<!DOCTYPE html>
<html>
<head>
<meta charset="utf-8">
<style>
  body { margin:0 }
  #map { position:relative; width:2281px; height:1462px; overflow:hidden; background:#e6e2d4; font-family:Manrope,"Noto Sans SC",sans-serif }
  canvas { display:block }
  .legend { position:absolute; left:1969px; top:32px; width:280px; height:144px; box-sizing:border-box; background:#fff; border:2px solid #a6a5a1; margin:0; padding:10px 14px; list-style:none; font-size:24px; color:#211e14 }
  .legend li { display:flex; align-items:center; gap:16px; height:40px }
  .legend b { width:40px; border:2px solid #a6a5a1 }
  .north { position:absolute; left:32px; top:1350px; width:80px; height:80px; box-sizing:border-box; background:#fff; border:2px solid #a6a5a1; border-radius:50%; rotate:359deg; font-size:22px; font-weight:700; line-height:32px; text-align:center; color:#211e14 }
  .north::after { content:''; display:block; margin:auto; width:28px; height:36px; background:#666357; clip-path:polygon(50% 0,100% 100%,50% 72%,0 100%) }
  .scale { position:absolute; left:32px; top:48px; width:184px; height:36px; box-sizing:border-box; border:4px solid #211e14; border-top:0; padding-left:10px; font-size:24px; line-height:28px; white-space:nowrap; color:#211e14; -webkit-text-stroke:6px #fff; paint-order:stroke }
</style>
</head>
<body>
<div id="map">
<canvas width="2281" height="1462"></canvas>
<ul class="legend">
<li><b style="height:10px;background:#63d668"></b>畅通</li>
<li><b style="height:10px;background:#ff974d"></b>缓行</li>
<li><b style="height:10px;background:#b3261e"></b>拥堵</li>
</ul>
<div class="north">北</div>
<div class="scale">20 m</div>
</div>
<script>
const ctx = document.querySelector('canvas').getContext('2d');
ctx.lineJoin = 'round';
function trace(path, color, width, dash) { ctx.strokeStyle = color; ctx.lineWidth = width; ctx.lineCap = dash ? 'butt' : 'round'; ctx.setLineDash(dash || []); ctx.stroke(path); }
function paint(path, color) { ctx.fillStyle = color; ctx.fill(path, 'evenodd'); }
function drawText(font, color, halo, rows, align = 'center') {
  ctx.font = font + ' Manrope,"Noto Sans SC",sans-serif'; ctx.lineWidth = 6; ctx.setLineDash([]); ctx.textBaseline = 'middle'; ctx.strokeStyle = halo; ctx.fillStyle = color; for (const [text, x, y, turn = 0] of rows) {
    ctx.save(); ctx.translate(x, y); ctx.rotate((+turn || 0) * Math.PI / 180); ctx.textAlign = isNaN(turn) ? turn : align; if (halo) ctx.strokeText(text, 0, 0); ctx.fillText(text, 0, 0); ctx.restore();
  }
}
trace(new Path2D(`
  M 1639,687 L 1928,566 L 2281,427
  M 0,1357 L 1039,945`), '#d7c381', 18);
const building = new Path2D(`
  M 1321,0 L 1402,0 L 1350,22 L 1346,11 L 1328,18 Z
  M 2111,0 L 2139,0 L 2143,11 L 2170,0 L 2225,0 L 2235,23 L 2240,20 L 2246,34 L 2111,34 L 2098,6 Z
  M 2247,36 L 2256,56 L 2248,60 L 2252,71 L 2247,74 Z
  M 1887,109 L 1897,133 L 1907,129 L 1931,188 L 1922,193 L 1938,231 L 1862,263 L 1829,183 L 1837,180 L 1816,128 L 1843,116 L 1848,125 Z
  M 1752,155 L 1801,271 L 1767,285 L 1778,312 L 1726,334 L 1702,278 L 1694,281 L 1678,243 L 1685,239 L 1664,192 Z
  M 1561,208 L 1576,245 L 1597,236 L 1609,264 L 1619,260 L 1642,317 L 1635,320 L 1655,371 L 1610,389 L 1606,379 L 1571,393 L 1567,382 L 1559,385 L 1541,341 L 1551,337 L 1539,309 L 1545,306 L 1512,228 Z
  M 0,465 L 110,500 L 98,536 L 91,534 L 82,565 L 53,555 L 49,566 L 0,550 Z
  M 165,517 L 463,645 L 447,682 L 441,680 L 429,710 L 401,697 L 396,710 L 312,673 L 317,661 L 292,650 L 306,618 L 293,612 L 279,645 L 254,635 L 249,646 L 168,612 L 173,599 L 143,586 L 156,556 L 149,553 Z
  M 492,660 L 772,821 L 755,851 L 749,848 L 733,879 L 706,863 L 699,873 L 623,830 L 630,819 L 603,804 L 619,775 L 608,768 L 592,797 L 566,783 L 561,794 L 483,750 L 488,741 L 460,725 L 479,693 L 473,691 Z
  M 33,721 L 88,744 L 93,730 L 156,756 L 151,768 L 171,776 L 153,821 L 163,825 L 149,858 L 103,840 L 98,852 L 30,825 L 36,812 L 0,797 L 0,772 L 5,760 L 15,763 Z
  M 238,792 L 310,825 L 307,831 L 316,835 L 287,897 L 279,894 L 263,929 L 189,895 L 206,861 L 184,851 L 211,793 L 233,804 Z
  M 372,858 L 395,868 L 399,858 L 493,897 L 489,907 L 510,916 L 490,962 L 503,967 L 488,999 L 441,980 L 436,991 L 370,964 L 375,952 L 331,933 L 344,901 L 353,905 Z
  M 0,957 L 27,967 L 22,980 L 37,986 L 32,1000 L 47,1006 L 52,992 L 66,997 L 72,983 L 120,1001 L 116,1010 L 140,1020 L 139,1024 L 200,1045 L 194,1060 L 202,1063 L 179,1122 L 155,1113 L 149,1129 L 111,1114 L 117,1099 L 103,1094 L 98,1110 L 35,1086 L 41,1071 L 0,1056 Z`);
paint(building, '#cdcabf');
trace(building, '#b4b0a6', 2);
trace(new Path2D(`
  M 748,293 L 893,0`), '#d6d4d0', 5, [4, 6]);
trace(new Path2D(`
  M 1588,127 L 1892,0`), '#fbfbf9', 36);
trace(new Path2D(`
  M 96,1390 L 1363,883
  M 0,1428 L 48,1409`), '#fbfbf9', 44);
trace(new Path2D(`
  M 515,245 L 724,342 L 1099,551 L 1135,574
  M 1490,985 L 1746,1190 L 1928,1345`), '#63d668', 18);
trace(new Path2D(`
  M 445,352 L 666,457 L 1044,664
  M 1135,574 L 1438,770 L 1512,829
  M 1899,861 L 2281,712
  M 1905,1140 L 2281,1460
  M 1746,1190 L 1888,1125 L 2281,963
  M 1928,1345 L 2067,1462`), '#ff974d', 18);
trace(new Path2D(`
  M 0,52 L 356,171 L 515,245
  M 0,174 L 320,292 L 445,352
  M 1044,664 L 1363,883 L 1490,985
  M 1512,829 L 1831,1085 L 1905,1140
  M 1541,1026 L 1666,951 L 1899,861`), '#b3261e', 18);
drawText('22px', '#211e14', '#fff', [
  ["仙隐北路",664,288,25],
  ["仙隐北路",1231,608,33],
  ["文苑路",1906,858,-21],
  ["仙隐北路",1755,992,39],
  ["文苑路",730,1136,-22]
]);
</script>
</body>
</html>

---

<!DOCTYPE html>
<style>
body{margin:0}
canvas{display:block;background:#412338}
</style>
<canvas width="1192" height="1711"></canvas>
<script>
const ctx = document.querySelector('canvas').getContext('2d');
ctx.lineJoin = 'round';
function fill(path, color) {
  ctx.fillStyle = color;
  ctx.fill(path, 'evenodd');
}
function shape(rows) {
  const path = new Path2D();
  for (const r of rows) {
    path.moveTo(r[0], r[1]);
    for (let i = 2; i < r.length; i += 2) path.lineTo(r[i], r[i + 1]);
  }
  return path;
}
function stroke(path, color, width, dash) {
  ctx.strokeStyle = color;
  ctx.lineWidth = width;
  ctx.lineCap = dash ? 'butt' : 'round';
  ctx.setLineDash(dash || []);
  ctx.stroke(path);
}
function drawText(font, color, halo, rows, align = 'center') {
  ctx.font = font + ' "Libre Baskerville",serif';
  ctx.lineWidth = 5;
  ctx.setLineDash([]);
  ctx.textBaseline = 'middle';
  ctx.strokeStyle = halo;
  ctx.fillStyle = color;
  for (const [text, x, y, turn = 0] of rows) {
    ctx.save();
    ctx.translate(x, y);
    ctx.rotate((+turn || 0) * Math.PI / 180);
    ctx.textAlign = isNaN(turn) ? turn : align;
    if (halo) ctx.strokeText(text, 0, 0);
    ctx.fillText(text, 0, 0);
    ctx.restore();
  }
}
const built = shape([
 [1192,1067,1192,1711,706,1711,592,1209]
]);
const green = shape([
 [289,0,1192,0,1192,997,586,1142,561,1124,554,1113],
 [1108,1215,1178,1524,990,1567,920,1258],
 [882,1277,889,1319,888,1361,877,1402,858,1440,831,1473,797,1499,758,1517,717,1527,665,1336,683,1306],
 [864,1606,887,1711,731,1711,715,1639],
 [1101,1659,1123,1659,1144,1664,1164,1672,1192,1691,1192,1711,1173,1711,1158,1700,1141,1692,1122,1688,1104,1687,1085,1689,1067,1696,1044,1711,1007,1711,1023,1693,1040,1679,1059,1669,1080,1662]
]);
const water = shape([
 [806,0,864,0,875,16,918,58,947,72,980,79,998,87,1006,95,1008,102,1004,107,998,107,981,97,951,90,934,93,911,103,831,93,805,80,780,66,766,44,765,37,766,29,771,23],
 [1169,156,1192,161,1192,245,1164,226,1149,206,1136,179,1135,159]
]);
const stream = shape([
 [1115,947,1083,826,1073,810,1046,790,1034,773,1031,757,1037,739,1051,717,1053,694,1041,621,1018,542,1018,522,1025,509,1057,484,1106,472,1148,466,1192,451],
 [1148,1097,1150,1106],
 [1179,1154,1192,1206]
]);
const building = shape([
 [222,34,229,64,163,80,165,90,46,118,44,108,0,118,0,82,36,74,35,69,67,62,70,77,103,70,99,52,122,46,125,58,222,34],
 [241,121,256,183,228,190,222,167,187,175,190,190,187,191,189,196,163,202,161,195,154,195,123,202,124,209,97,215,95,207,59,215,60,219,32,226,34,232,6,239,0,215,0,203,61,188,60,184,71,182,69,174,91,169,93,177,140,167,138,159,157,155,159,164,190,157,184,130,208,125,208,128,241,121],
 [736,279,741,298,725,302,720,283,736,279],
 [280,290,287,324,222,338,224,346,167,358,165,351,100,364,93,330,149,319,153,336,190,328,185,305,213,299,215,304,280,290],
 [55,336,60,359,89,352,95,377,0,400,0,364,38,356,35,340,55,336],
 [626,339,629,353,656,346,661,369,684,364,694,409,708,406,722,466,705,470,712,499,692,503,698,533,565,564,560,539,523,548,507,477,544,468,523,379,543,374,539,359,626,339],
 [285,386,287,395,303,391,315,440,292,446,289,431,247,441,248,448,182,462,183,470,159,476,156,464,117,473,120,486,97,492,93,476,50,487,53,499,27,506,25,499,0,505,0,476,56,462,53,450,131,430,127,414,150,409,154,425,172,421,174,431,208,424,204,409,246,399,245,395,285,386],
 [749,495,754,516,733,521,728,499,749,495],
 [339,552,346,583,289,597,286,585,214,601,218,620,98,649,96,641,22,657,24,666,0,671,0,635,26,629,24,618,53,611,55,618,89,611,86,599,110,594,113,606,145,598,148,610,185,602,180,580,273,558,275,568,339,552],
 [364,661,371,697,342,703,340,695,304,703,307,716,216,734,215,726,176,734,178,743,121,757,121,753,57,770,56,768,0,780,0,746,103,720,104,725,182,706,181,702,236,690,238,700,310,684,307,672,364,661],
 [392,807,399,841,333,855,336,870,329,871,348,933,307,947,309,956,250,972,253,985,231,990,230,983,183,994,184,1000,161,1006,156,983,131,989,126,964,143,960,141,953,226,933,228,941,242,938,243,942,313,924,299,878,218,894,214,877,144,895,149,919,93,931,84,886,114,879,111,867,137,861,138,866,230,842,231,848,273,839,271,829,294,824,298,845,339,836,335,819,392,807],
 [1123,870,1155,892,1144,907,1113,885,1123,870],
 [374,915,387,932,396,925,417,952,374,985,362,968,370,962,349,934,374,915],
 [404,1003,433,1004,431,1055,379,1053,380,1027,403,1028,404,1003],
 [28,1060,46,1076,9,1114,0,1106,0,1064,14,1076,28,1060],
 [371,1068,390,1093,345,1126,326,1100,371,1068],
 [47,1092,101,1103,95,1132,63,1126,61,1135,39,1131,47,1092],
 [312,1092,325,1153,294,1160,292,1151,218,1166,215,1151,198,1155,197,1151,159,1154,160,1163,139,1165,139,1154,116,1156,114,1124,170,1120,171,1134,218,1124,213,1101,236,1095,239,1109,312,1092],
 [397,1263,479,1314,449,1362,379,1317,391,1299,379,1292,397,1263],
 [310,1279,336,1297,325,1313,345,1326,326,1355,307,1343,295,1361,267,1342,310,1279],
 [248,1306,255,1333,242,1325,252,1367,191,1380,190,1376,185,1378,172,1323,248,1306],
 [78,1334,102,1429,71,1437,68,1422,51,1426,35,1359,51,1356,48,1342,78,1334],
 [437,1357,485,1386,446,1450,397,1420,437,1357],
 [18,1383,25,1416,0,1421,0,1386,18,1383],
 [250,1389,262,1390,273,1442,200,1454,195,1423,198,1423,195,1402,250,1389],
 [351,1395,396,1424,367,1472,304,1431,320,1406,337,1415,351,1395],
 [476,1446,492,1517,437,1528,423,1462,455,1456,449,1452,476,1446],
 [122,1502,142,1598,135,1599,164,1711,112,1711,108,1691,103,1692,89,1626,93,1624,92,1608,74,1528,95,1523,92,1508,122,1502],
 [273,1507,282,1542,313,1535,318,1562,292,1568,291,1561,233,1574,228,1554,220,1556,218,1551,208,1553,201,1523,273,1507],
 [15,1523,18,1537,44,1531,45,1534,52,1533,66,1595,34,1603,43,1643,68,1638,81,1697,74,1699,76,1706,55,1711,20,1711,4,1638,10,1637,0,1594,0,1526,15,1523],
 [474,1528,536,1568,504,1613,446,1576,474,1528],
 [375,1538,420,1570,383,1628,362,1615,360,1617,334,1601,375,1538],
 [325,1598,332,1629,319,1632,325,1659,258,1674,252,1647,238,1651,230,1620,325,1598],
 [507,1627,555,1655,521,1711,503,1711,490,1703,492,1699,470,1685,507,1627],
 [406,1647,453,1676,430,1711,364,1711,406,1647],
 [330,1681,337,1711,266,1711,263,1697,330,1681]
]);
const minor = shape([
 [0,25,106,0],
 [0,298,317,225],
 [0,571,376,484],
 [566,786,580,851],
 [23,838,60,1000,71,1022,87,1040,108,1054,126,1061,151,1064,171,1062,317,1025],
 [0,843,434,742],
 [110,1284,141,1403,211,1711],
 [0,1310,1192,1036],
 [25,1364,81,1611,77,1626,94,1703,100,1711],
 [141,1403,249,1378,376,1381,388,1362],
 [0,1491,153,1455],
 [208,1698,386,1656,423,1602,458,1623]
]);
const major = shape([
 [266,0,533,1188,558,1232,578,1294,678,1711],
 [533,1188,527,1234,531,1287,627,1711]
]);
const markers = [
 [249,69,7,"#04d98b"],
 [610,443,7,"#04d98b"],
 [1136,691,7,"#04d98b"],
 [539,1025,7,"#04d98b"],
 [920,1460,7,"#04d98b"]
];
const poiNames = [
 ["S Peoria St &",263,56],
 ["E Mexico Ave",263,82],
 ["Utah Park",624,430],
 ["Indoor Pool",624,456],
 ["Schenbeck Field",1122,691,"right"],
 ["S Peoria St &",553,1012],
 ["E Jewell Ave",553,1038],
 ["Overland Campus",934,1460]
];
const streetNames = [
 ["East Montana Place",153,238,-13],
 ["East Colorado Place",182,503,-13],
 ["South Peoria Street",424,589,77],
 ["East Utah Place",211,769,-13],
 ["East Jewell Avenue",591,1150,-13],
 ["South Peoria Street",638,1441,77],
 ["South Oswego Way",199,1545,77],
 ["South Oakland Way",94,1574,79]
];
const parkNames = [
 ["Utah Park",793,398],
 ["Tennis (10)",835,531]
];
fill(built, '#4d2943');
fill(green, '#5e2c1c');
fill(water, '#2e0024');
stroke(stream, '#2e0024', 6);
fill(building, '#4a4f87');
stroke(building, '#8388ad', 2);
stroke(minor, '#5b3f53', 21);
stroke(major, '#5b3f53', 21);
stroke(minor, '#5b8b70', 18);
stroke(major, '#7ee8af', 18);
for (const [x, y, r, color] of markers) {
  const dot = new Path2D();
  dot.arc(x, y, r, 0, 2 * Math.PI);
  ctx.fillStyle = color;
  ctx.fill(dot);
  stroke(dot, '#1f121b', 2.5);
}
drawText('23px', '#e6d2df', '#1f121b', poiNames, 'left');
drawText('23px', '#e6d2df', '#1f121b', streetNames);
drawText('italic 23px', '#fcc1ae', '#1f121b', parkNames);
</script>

### WHAT TO DO
Your answer should be one number: how many lines of the listing include the word "lineCap".

### OUTPUT OF THE EXERCISE
2